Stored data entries
-- Opening Marker --

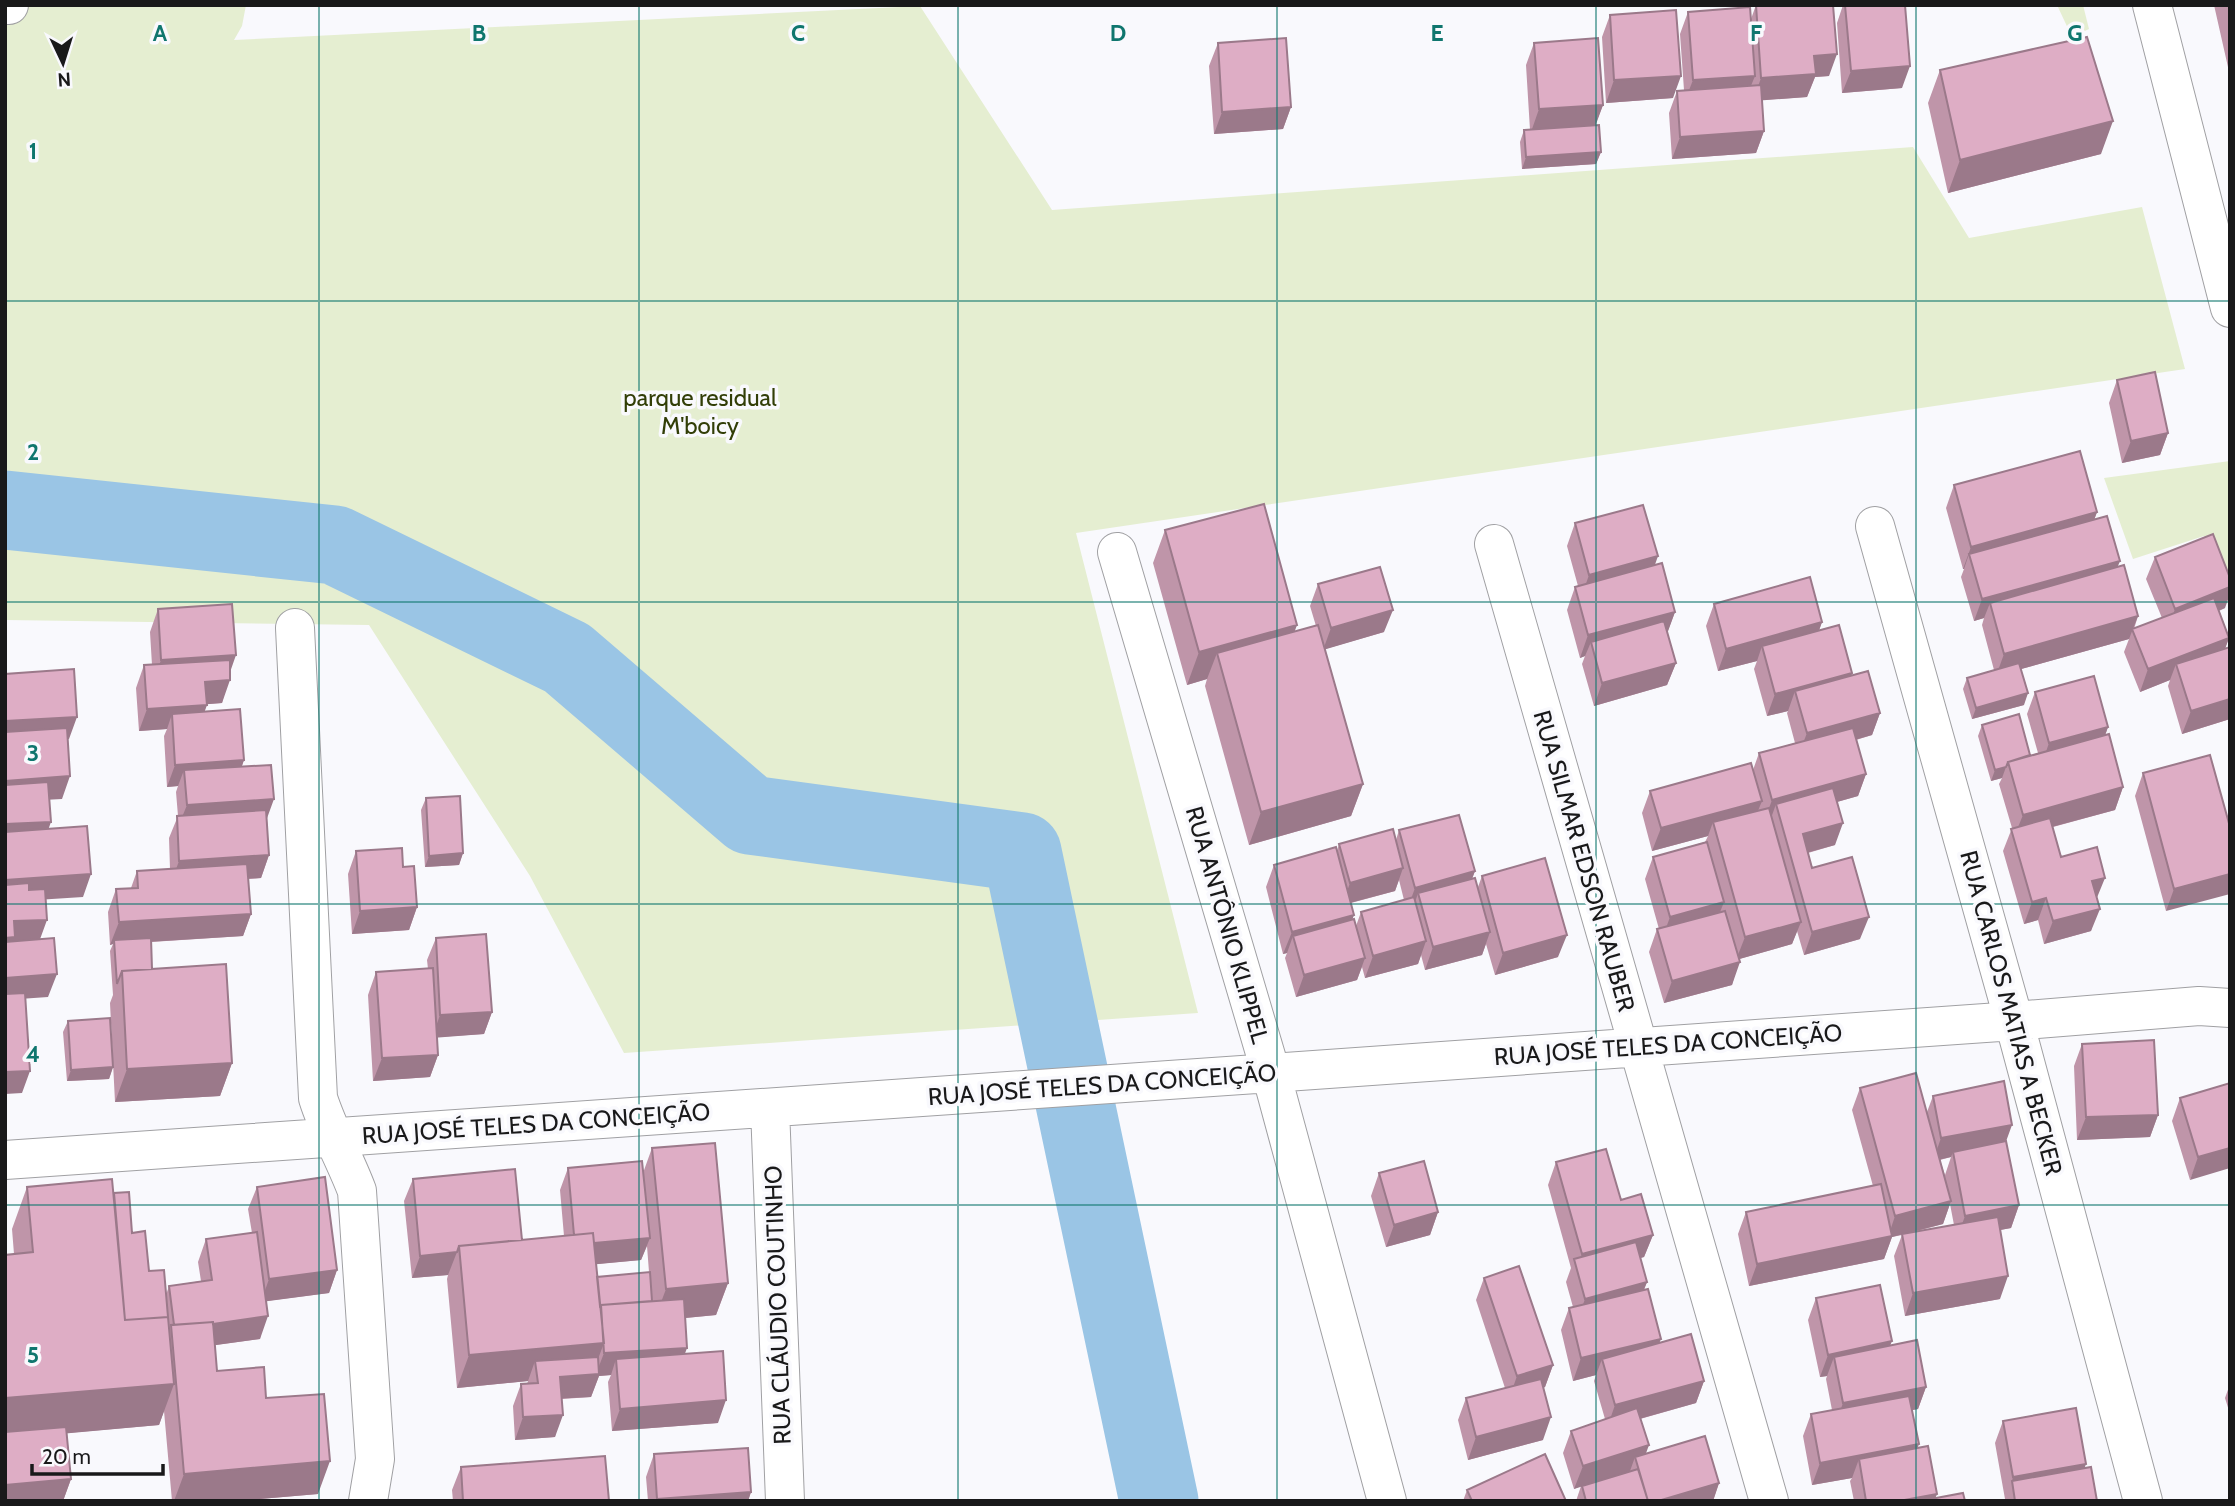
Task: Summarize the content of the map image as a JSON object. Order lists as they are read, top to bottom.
{
  "streets": {
    "street": [
      "RUA SILMAR EDSON RAUBER",
      "RUA ANTÔNIO KLIPPEL",
      "RUA CARLOS MATIAS A BECKER",
      "RUA JOSÉ TELES DA CONCEIÇÃO",
      "RUA CLÁUDIO COUTINHO"
    ]
  },
  "crossings": [
    ["RUA SILMAR EDSON RAUBER", "RUA JOSÉ TELES DA CONCEIÇÃO"],
    ["RUA ANTÔNIO KLIPPEL", "RUA JOSÉ TELES DA CONCEIÇÃO"],
    ["RUA CARLOS MATIAS A BECKER", "RUA JOSÉ TELES DA CONCEIÇÃO"],
    ["RUA JOSÉ TELES DA CONCEIÇÃO", "RUA CLÁUDIO COUTINHO"]
  ],
  "parks": ["parque residual M'boicy"],
  "scale_bar": "20 m",
  "north": "bottom",
  "grid": {
    "columns": [
      "A",
      "B",
      "C",
      "D",
      "E",
      "F",
      "G"
    ],
    "rows": [
      "1",
      "2",
      "3",
      "4",
      "5"
    ]
  }
}
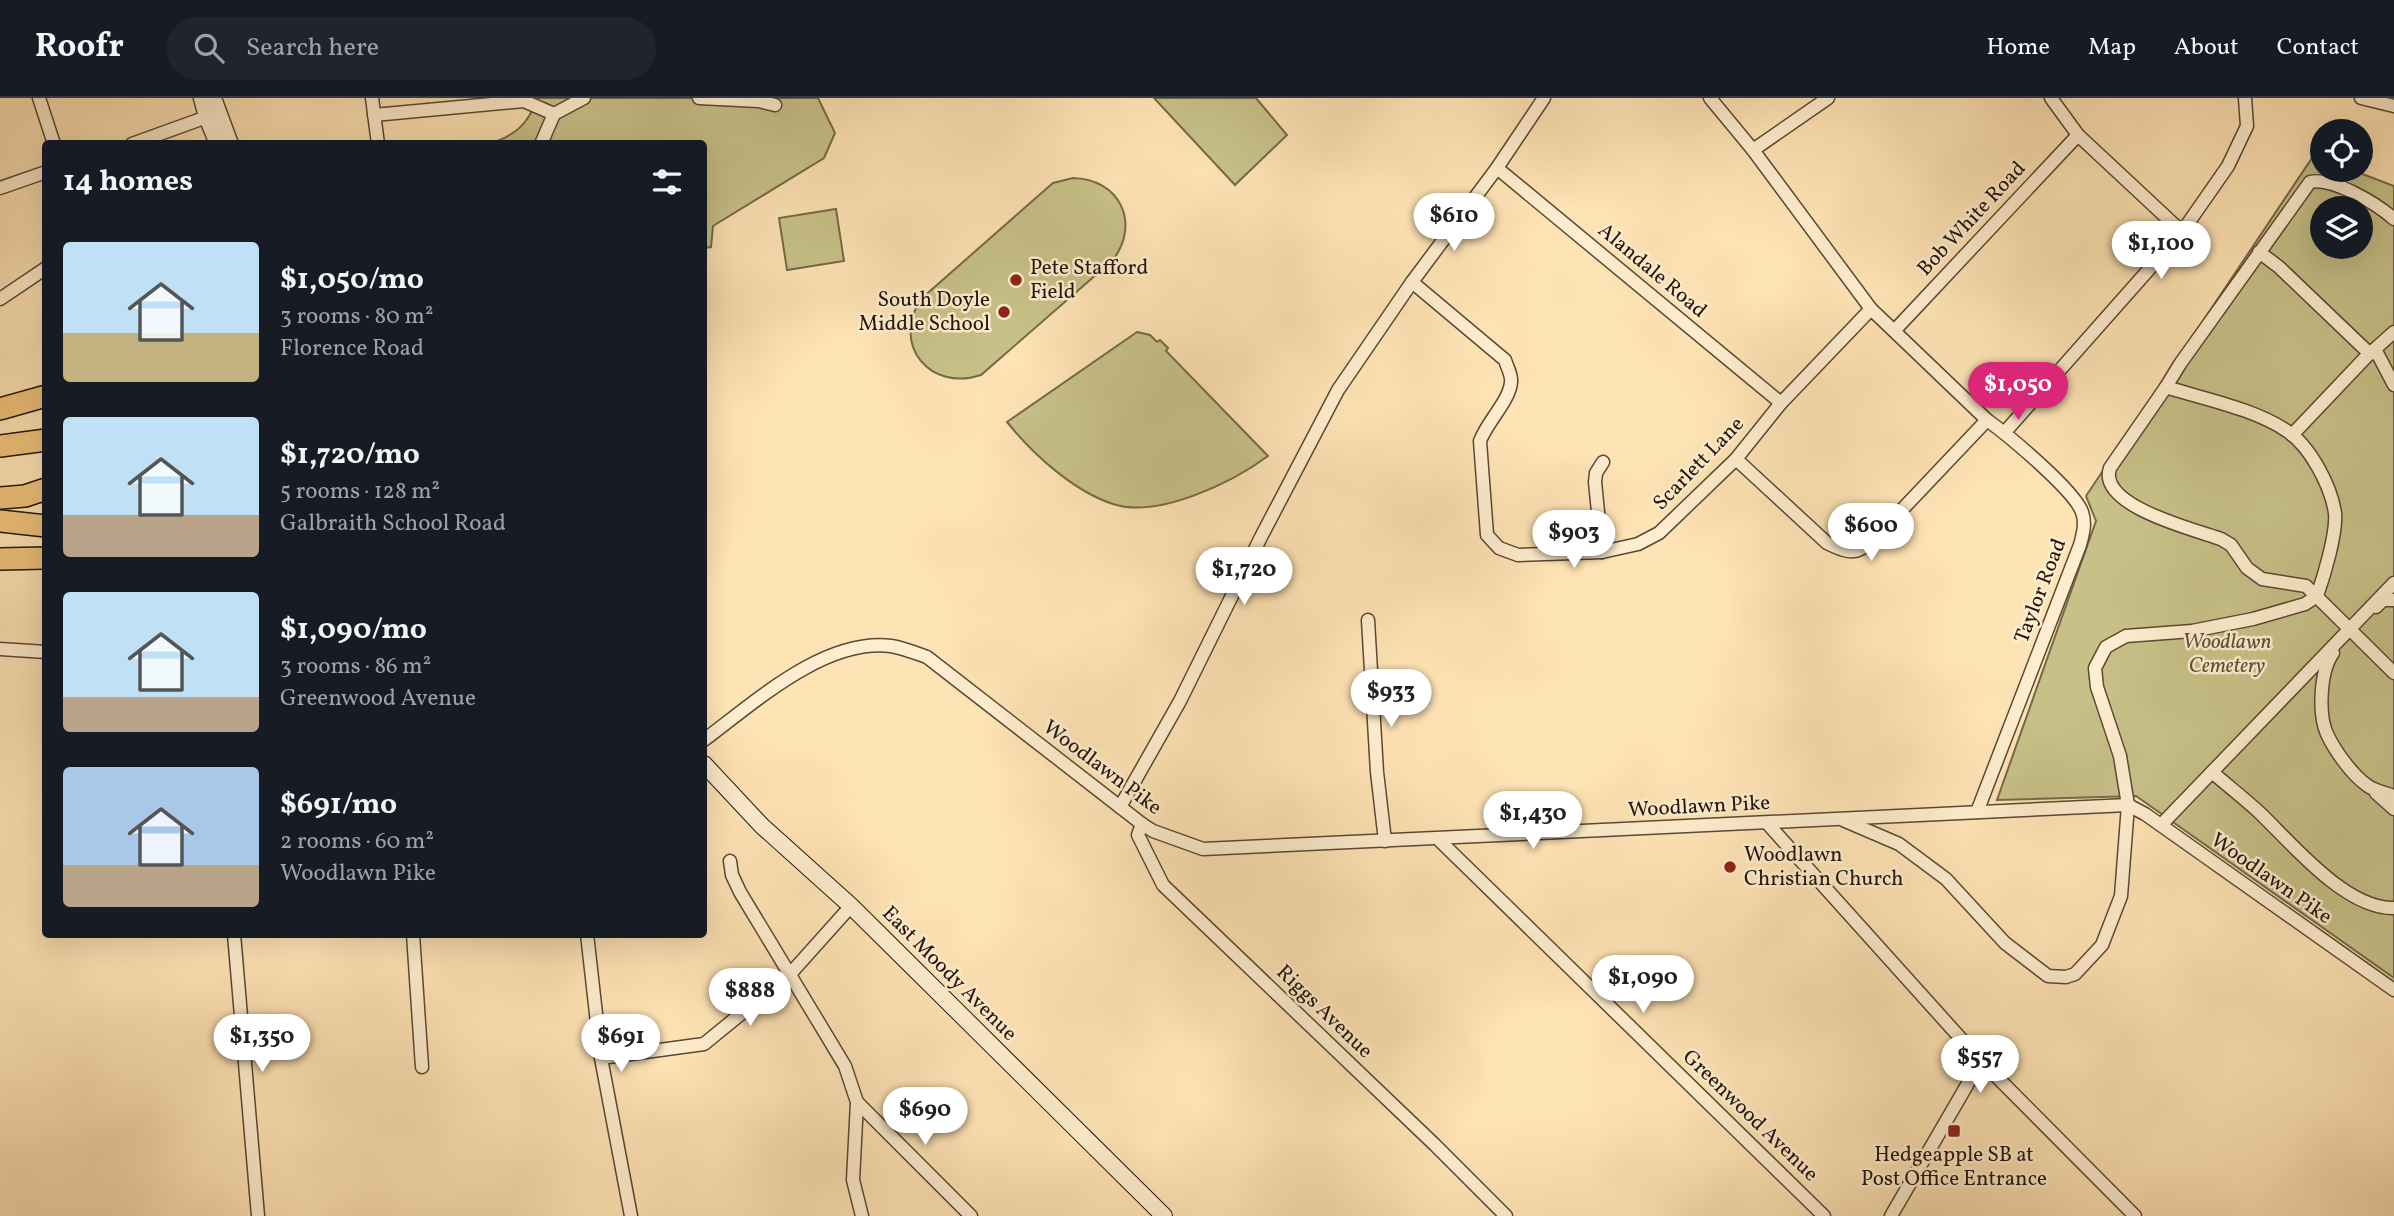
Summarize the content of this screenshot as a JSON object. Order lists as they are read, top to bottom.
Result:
{
  "streets": {
    "main road": ["East Moody Avenue"],
    "street": [
      "Bob White Road",
      "Alandale Road",
      "Scarlett Lane",
      "Taylor Road",
      "Woodlawn Pike",
      "Riggs Avenue",
      "Greenwood Avenue"
    ]
  },
  "crossings": [
    ["Bob White Road", "Taylor Road"],
    ["Alandale Road", "Scarlett Lane"],
    ["Scarlett Lane", "Taylor Road"],
    ["Taylor Road", "Woodlawn Pike"],
    ["Woodlawn Pike", "Riggs Avenue"],
    ["Woodlawn Pike", "Greenwood Avenue"]
  ],
  "parks": ["Woodlawn Cemetery"],
  "places": {
    "other": ["Pete Stafford Field", "South Doyle Middle School", "Woodlawn Christian Church"],
    "transit": ["Hedgeapple SB at Post Office Entrance"]
  },
  "page": {
    "header": "Roofr",
    "search": "Search here",
    "nav": [
      "Home",
      "Map",
      "About",
      "Contact"
    ],
    "heading": "14 homes",
    "price": [
      "$610",
      "$1,100",
      "$1,050",
      "$600",
      "$903",
      "$1,720",
      "$933",
      "$1,430",
      "$1,090",
      "$888",
      "$1,350",
      "$691",
      "$557",
      "$690"
    ],
    "list": [
      {
        "name": "$1,050/mo",
        "note": "3 rooms · 80 m² · Florence Road"
      },
      {
        "name": "$1,720/mo",
        "note": "5 rooms · 128 m² · Galbraith School Road"
      },
      {
        "name": "$1,090/mo",
        "note": "3 rooms · 86 m² · Greenwood Avenue"
      },
      {
        "name": "$691/mo",
        "note": "2 rooms · 60 m² · Woodlawn Pike"
      }
    ]
  }
}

-- Closing Marker --

◆ **TASK OBJECTIVE**
Lines, not occurrences, are what count: report how many lines of the records above include the word "Alandale", and nothing else.

◆ **RESPONSE FOR THIS EXERCISE**
2